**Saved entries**
____________

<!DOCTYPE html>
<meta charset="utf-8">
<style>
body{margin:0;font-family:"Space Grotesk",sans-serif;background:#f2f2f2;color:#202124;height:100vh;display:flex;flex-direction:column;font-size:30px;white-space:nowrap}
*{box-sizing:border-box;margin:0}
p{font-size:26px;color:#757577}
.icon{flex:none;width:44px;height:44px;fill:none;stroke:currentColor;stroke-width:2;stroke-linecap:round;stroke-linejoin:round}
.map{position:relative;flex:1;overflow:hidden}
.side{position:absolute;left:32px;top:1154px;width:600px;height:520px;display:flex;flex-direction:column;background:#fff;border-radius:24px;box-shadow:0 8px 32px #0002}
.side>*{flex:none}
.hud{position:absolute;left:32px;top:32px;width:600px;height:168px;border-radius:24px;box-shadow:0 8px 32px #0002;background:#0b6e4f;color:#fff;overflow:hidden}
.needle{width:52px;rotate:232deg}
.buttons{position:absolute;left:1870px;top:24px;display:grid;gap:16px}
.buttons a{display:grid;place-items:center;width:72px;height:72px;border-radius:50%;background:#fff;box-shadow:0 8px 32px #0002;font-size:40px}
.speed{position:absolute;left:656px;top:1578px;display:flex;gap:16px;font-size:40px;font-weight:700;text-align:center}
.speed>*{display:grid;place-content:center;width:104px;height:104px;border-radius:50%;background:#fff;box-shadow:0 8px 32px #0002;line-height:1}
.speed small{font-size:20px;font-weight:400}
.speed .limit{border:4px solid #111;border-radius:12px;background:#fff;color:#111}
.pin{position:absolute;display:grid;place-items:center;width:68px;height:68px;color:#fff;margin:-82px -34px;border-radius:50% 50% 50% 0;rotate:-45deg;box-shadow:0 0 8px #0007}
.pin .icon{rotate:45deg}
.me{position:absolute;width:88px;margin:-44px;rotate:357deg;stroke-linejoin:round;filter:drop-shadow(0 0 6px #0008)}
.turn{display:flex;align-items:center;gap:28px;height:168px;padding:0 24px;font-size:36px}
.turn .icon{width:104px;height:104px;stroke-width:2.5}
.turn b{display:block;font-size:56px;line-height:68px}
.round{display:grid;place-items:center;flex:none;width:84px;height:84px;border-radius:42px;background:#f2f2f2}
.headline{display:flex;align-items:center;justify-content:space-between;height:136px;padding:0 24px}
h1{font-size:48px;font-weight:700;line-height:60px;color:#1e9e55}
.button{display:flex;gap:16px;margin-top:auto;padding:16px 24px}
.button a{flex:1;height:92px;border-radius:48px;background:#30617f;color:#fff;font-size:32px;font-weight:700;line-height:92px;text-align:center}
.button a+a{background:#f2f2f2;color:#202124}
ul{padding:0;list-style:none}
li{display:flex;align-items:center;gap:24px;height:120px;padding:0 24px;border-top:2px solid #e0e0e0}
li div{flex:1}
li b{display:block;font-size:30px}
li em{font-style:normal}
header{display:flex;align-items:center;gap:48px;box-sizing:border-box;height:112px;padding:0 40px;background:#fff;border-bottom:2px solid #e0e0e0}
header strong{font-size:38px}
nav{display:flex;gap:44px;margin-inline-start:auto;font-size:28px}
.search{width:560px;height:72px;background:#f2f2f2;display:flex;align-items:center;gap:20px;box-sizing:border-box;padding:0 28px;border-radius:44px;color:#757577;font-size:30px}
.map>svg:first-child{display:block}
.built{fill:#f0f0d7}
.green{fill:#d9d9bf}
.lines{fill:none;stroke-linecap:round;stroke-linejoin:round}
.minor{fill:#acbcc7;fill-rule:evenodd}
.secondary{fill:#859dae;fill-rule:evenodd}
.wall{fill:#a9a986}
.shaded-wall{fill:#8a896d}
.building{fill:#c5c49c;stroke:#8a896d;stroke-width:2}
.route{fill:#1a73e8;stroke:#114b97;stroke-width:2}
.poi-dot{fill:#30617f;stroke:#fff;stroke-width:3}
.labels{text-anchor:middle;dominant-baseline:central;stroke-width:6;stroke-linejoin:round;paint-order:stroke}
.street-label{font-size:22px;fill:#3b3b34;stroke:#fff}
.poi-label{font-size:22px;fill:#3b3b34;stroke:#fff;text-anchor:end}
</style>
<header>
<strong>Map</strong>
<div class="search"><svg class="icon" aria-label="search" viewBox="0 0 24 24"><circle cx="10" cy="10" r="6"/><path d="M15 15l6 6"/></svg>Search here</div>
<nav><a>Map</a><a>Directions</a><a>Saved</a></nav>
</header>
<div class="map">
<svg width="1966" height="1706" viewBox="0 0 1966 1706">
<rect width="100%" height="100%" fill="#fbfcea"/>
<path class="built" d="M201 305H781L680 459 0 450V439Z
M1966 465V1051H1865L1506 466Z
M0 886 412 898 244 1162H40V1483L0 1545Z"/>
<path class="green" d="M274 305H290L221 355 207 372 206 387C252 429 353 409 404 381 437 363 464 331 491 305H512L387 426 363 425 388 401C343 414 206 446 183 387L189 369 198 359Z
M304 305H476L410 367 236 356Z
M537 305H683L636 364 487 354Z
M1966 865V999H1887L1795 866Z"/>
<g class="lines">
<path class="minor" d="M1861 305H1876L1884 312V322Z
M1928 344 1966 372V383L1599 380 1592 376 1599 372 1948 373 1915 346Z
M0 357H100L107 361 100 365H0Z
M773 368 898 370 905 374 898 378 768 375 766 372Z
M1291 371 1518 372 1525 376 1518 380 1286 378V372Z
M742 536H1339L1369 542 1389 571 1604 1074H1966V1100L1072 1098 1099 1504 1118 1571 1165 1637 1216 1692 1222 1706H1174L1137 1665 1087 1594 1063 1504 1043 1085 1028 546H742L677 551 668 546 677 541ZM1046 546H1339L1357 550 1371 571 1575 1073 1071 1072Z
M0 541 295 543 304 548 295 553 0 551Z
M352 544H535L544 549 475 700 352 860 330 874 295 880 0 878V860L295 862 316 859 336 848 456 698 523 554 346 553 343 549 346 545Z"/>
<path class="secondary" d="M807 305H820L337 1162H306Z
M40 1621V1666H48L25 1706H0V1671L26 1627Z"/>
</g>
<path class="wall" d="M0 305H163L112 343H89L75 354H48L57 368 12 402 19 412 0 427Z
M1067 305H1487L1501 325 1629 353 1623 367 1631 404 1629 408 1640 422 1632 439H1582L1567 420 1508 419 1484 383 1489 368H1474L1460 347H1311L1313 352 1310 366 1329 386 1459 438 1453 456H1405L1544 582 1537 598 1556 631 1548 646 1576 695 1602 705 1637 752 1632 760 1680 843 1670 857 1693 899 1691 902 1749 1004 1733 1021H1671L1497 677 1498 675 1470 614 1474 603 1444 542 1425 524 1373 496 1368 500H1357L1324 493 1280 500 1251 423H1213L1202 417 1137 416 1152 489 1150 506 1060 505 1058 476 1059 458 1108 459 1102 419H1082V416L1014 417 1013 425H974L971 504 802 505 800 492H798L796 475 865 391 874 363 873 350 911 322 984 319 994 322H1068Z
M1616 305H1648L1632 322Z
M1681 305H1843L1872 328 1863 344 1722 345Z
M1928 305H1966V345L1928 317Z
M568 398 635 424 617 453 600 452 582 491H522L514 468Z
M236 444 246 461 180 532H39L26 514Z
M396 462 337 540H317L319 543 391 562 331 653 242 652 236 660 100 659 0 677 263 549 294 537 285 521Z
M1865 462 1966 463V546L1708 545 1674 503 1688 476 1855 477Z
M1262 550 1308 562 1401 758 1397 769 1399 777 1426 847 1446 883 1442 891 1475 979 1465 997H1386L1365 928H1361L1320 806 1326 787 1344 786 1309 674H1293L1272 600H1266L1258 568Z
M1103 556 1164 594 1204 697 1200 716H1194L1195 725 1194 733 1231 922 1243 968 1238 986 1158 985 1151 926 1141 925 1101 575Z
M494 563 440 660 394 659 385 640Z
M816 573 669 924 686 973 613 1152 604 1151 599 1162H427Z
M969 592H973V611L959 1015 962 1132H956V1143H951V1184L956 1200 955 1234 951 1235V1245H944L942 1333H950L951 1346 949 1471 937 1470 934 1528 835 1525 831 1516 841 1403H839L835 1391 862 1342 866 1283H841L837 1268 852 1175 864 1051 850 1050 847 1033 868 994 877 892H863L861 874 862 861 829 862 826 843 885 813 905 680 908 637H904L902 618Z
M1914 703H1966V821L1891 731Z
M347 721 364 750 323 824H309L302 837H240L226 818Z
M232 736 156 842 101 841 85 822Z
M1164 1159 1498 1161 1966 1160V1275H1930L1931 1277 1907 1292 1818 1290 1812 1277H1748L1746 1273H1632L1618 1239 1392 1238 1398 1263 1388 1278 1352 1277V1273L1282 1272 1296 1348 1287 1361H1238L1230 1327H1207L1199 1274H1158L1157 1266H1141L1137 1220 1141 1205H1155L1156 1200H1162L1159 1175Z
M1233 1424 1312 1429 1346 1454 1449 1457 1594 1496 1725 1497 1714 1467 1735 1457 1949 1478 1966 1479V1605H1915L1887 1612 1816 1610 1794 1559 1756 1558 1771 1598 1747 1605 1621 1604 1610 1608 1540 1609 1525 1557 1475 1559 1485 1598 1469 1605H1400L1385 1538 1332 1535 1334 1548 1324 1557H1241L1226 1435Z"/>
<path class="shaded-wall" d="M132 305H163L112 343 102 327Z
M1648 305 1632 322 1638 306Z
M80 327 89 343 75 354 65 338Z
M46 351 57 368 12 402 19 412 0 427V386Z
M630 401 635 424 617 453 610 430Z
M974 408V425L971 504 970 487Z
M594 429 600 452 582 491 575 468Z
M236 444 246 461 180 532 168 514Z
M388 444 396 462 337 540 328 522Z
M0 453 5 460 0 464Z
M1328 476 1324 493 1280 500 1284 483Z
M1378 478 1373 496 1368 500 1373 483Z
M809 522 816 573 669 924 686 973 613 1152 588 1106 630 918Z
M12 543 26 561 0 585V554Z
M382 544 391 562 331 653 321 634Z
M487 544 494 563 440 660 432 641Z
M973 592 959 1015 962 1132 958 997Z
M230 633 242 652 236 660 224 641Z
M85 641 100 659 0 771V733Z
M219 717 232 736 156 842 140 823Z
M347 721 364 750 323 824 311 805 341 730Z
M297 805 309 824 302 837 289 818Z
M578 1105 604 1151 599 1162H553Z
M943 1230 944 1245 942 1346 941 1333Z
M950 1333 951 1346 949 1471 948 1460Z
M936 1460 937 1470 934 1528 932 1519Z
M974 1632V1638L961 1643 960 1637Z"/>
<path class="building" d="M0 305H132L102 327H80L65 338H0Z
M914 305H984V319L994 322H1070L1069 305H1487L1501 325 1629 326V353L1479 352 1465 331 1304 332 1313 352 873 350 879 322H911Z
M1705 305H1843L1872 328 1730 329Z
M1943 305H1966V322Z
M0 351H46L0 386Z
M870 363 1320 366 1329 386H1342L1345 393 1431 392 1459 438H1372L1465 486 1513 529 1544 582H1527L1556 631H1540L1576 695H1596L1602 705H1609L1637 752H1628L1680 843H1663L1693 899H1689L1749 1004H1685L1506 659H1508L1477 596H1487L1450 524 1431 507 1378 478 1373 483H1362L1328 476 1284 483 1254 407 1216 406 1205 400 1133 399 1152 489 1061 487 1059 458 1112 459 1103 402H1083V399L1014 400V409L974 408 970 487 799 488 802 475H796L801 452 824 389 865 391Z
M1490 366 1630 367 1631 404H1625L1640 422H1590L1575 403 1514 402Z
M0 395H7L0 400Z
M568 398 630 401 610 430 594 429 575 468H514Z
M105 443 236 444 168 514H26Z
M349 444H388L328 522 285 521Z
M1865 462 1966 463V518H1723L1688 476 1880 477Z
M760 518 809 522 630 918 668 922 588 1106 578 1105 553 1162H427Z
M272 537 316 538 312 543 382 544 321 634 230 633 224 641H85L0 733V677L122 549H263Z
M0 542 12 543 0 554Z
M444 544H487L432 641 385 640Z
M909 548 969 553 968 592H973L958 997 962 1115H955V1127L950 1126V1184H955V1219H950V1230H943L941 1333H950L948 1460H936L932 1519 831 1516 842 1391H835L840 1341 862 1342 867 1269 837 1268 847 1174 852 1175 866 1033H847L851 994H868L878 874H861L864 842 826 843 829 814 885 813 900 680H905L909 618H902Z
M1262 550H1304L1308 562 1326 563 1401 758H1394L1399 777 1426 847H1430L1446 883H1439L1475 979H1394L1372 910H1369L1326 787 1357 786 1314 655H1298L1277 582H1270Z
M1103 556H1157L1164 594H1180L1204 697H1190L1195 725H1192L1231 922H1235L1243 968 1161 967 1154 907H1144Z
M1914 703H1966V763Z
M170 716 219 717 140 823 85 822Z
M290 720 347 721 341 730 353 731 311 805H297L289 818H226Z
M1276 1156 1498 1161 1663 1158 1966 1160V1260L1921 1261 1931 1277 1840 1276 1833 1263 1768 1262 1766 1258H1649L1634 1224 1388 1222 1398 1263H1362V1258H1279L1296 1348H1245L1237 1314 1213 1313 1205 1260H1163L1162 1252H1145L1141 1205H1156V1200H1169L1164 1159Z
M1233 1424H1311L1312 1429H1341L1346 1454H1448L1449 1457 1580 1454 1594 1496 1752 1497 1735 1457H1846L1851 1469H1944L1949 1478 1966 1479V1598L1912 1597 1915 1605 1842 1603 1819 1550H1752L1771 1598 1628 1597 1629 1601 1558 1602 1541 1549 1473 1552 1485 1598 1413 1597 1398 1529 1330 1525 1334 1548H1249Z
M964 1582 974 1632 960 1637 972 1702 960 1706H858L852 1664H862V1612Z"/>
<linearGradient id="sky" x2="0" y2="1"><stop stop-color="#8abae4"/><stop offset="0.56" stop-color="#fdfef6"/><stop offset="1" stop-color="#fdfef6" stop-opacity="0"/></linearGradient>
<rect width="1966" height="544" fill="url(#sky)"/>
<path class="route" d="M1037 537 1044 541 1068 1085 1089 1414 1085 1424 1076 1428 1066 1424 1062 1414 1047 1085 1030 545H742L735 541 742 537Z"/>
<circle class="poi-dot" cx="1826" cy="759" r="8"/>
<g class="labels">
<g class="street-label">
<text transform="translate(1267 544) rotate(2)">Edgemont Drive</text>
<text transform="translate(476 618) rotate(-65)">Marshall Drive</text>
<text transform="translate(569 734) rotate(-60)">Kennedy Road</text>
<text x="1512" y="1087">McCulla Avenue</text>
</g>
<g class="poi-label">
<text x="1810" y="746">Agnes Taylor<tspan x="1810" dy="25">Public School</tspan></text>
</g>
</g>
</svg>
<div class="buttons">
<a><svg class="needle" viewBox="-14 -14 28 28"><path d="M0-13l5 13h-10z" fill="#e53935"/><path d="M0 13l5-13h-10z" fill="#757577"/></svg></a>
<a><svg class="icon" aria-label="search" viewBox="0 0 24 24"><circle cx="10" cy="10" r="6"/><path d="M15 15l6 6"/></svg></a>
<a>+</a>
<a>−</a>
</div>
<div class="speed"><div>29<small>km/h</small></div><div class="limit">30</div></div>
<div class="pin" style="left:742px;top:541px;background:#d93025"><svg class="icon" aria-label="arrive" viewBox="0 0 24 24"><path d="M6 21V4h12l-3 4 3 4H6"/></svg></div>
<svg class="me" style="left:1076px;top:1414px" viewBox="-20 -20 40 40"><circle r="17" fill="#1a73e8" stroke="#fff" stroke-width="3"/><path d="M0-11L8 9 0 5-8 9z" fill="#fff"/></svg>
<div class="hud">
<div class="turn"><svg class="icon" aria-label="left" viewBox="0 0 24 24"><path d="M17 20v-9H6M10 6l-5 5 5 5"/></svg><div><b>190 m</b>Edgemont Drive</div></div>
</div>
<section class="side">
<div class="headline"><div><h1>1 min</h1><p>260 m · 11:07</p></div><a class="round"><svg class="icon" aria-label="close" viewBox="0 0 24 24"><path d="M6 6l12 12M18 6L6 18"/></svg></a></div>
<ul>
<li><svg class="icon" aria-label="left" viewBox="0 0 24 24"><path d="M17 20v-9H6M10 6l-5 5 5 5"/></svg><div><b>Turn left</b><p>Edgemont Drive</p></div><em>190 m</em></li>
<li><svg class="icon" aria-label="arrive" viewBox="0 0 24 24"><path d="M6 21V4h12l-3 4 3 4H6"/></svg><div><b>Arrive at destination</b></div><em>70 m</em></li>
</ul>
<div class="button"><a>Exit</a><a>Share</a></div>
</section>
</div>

____________

**Your objective**
Check the lines above and copy each one that includes "route".

**Task output**
.route{fill:#1a73e8;stroke:#114b97;stroke-width:2}
<path class="route" d="M1037 537 1044 541 1068 1085 1089 1414 1085 1424 1076 1428 1066 1424 1062 1414 1047 1085 1030 545H742L735 541 742 537Z"/>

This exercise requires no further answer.